— WORK INSTRUCTIONS —
Pick every line out of the entries below that has the string "Morgan", and copy it.

— PROVIDED RECORDS —
┌──
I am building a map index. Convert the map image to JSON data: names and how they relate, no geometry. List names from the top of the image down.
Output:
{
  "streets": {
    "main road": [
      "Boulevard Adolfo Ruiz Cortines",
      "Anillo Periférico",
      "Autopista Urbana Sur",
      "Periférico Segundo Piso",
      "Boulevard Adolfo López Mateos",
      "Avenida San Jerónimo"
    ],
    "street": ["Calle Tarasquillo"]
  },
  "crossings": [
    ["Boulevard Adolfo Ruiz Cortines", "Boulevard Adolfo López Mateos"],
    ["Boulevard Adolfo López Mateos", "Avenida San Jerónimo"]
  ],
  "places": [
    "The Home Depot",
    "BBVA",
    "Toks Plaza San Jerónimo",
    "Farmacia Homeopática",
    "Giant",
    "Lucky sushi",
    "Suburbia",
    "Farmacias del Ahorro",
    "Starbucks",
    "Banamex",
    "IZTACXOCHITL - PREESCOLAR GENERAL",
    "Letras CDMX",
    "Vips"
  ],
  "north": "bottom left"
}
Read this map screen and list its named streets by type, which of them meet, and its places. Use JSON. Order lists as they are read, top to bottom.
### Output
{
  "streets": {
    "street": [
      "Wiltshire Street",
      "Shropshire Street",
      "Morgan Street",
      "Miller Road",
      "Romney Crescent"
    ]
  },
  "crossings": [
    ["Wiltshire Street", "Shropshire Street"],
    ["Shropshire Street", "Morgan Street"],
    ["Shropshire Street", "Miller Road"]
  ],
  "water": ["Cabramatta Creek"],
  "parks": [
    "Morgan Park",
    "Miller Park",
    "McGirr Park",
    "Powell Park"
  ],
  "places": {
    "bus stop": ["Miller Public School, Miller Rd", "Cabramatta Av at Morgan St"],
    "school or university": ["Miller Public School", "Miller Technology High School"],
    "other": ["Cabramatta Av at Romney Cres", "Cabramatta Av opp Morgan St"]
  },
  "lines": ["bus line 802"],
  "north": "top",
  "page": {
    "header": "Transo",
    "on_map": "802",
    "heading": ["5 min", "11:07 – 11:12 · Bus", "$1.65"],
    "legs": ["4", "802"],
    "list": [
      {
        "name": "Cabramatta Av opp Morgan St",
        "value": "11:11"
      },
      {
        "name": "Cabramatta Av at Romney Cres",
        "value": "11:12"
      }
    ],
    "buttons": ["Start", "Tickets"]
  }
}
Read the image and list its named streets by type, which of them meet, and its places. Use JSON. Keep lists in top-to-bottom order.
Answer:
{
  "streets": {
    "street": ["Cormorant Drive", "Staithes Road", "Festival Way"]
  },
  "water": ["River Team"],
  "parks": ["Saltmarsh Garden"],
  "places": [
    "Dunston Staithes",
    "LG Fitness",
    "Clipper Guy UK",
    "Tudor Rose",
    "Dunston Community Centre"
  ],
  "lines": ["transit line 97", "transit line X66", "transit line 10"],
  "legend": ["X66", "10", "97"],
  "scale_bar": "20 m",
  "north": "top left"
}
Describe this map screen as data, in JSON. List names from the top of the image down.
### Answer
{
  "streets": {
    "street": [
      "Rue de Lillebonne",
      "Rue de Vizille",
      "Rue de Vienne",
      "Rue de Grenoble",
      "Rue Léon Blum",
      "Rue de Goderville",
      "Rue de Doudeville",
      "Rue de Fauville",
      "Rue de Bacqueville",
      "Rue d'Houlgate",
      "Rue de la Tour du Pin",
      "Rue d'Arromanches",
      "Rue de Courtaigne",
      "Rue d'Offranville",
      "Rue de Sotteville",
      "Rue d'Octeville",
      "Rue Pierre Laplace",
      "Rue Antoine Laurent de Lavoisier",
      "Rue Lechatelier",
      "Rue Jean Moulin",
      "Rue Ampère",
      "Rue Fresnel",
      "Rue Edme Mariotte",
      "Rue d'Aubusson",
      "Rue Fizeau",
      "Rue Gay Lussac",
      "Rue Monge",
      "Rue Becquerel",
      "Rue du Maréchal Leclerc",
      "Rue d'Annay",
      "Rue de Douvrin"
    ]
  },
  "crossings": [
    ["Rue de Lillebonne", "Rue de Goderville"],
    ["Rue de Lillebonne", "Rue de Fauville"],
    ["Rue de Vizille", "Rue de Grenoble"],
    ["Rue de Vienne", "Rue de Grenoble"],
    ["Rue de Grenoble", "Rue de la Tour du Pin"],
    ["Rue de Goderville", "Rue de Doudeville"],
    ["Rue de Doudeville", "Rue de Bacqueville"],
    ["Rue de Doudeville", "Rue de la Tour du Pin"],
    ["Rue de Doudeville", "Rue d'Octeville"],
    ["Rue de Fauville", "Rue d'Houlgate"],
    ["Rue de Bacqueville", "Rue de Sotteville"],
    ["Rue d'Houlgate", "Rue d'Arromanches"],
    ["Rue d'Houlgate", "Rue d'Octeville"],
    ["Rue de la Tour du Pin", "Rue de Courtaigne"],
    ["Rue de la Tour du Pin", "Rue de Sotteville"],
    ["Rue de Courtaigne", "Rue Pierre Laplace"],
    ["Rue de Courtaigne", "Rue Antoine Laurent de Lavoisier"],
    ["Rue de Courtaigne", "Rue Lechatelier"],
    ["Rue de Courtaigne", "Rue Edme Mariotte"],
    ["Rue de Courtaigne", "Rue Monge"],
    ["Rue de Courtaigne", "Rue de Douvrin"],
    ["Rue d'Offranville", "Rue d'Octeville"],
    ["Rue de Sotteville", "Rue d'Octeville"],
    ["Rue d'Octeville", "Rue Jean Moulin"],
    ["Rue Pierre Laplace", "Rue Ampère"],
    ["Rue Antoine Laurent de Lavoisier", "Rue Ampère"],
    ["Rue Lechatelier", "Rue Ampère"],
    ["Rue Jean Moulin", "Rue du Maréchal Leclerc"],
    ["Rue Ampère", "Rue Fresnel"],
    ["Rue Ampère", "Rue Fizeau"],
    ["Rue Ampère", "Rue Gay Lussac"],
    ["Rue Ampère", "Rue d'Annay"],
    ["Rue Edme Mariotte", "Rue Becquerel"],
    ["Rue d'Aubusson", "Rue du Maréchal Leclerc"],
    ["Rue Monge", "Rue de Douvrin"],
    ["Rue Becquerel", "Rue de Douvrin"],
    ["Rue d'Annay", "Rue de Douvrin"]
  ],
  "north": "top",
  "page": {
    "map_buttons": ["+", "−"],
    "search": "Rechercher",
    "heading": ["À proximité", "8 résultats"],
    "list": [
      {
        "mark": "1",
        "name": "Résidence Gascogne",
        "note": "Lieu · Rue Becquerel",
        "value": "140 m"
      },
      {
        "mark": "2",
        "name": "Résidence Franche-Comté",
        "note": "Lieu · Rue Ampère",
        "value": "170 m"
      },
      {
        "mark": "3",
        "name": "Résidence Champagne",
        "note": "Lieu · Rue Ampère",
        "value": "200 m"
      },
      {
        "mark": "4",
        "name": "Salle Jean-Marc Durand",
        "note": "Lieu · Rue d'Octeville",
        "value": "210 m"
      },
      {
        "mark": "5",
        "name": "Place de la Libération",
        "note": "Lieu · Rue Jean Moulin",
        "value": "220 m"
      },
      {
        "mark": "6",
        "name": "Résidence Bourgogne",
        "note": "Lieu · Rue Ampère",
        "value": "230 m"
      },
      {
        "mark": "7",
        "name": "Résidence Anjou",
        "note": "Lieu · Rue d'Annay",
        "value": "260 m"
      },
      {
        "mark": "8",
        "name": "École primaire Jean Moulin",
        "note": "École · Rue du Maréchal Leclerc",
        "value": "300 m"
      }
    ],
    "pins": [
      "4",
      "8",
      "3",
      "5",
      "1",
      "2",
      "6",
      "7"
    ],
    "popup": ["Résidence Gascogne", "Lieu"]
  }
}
└──
— RESULT FOR THIS EXERCISE —
      "Morgan Street",
    ["Shropshire Street", "Morgan Street"],
    "Morgan Park",
    "bus stop": ["Miller Public School, Miller Rd", "Cabramatta Av at Morgan St"],
    "other": ["Cabramatta Av at Romney Cres", "Cabramatta Av opp Morgan St"]
        "name": "Cabramatta Av opp Morgan St",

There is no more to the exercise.